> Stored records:
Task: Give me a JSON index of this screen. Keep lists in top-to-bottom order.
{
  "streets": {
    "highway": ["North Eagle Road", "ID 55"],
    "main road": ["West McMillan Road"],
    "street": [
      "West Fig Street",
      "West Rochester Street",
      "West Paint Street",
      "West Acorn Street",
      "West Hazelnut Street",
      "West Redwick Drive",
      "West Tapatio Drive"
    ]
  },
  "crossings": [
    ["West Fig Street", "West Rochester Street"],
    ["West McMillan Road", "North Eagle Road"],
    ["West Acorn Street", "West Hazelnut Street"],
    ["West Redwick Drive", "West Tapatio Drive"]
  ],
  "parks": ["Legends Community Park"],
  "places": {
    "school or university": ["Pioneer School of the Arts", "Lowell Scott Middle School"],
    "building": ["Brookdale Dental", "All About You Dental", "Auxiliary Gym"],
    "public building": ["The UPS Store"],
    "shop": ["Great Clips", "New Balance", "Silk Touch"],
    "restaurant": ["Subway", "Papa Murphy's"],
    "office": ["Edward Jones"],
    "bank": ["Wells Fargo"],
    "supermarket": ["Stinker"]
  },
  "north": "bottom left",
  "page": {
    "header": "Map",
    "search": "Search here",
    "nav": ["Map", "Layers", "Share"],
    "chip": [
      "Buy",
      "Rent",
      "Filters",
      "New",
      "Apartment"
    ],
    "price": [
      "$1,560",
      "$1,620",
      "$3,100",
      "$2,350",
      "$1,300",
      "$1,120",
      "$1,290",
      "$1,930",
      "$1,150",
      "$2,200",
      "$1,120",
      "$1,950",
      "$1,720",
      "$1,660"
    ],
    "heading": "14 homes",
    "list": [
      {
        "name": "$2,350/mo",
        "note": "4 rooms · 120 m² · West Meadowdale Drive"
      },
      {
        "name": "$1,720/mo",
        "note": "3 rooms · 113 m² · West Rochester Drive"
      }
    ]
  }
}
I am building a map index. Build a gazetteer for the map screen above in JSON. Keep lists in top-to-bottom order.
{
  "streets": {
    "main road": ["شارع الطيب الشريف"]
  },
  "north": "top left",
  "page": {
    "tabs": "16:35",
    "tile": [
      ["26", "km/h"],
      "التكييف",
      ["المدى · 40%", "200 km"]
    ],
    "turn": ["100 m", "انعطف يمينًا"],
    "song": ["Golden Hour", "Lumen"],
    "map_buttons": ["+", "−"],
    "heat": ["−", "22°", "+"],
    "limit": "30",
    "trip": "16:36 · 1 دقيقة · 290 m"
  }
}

> EXERCISE:
Give back every entry, unchanged in any way.

> SOLUTION:
Task: Give me a JSON index of this screen. Keep lists in top-to-bottom order.
{
  "streets": {
    "highway": ["North Eagle Road", "ID 55"],
    "main road": ["West McMillan Road"],
    "street": [
      "West Fig Street",
      "West Rochester Street",
      "West Paint Street",
      "West Acorn Street",
      "West Hazelnut Street",
      "West Redwick Drive",
      "West Tapatio Drive"
    ]
  },
  "crossings": [
    ["West Fig Street", "West Rochester Street"],
    ["West McMillan Road", "North Eagle Road"],
    ["West Acorn Street", "West Hazelnut Street"],
    ["West Redwick Drive", "West Tapatio Drive"]
  ],
  "parks": ["Legends Community Park"],
  "places": {
    "school or university": ["Pioneer School of the Arts", "Lowell Scott Middle School"],
    "building": ["Brookdale Dental", "All About You Dental", "Auxiliary Gym"],
    "public building": ["The UPS Store"],
    "shop": ["Great Clips", "New Balance", "Silk Touch"],
    "restaurant": ["Subway", "Papa Murphy's"],
    "office": ["Edward Jones"],
    "bank": ["Wells Fargo"],
    "supermarket": ["Stinker"]
  },
  "north": "bottom left",
  "page": {
    "header": "Map",
    "search": "Search here",
    "nav": ["Map", "Layers", "Share"],
    "chip": [
      "Buy",
      "Rent",
      "Filters",
      "New",
      "Apartment"
    ],
    "price": [
      "$1,560",
      "$1,620",
      "$3,100",
      "$2,350",
      "$1,300",
      "$1,120",
      "$1,290",
      "$1,930",
      "$1,150",
      "$2,200",
      "$1,120",
      "$1,950",
      "$1,720",
      "$1,660"
    ],
    "heading": "14 homes",
    "list": [
      {
        "name": "$2,350/mo",
        "note": "4 rooms · 120 m² · West Meadowdale Drive"
      },
      {
        "name": "$1,720/mo",
        "note": "3 rooms · 113 m² · West Rochester Drive"
      }
    ]
  }
}
I am building a map index. Build a gazetteer for the map screen above in JSON. Keep lists in top-to-bottom order.
{
  "streets": {
    "main road": ["شارع الطيب الشريف"]
  },
  "north": "top left",
  "page": {
    "tabs": "16:35",
    "tile": [
      ["26", "km/h"],
      "التكييف",
      ["المدى · 40%", "200 km"]
    ],
    "turn": ["100 m", "انعطف يمينًا"],
    "song": ["Golden Hour", "Lumen"],
    "map_buttons": ["+", "−"],
    "heat": ["−", "22°", "+"],
    "limit": "30",
    "trip": "16:36 · 1 دقيقة · 290 m"
  }
}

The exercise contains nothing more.